“Corrosively funny.... Nora—a not-quite 40 schoolteacher as disappointed in her Katy Perry-obsessed students as she is in her own failed potential—finds her dormant creative passions awakened by a student’s worldly mother, an artist who shows in Paris. An ardent friendship unfolds, ending in a betrayal that unleashes in Nora an eloquent, primal rage. Fifty years ago, Simone de Beauvoir faulted creative women for their unwillingness to "dare to irritate, explore, explode," Two generations later, anger this combustible still feels refreshing.
Megan O’Grady - Vogue
Nora Eldridge, a schoolteacher who dreams of being an artist, is angry, cynical, and quietly desperate. Then she meets the Shahid family: Sirena, Skandar, and Reza, a student in Nora’s third-grade class.... When Sirena asks Nora to share an artists’ studio, Nora falls in love with each exotic Shahid in turn... But after freeing Nora from herself, the Shahids betray her.... As with other Messud characters, these too are hard to love; few would want to know the unpalatable Nora, so full of self-loathing, nor the self-important Shahids.

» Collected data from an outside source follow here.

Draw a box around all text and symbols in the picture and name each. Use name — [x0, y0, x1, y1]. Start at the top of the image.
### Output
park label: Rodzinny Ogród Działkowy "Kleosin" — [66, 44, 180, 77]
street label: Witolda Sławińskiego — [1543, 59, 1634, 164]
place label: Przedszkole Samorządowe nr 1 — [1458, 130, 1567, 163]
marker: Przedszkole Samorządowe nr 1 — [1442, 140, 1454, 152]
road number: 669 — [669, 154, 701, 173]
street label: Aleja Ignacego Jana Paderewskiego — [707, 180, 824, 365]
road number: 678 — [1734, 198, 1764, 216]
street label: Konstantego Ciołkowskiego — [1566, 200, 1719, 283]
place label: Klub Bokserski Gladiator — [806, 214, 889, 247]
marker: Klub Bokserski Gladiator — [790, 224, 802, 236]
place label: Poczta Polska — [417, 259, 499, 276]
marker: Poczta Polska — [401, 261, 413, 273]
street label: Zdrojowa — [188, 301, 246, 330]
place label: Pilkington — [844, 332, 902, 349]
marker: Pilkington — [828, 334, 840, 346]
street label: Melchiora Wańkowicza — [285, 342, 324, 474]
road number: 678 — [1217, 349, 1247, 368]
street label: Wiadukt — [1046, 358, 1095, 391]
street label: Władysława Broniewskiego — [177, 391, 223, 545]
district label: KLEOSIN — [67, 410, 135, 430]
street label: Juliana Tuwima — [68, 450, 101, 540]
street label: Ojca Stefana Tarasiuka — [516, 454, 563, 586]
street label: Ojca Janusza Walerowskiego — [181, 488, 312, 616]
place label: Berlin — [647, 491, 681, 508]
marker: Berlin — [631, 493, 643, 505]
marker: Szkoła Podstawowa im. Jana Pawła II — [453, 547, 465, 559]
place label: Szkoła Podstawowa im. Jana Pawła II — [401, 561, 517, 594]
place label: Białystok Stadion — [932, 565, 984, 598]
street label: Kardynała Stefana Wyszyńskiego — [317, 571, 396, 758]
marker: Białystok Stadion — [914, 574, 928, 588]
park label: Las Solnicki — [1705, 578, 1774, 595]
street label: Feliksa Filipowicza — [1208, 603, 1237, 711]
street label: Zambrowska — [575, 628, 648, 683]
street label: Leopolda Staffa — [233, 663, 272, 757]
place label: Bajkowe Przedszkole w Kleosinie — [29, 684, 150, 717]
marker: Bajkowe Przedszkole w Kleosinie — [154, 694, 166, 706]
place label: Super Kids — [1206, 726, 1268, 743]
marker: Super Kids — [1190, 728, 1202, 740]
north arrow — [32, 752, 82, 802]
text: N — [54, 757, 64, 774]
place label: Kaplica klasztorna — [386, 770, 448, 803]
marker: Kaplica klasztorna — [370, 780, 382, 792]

It shows Messud at the height of her considerable powers, articulating the quandary of being alive and sentient, covetous and confused in the twenty-first century.... The Woman Upstairs is an extraordinary novel, a psychological suspense story of the highest sort that will leave you thinking about its implications for days afterward. Messud’s skills are all on display here, [in] a work of fiction that is not just beautifully observed but also palpably inhabited by its gifted writer in a manner she has not quite dared attempt before.
Daphne Merkin - Bookforum
(Starred review.) With exhilarating velocity, fury, and wit, the superlative Messud immolates an iconic figure—the good, quiet, self-sacrificing woman.... Nora, our archly funny, venomous, and raging narrator, recounts her thirty-seventh year, when she was living alone and teaching third grade after the death of her mother.... Messud’s scorching social anatomy, red-hot psychology, galvanizing story, and incandescent language make for an all-circuits-firing novel about enthrallment, ambition, envy, and betrayal. A tour de force portraying a no longer invisible or silent "woman upstairs." —Donna Seaman
(Starred review.) A self-described "good girl" lifts her mask in Messud's scarifying new novel. "How angry am I?" Nora Eldridge rhetorically asks in her opening sentence. "You don't want to know." But she tells us anyway.... So when the exotic Shahid family enters her life in the fall of 2004, Nora sees them as saviors. Reza is in her class ... his Italian mother, Sirena, [is] the kind of bold, assertive artist Nora longs to be.... [T]he story unfolds to reveal Sirena as something of a user...though it's unwise to credit Nora's jaundiced perceptions. Her untrustworthy, embittered narration...is an astonishing feat of creative imagination: at once self-lacerating and self-pitying, containing enough truth to induce squirms....[but] inspires little confidence that Nora can actually change her ways. Brilliant and terrifying.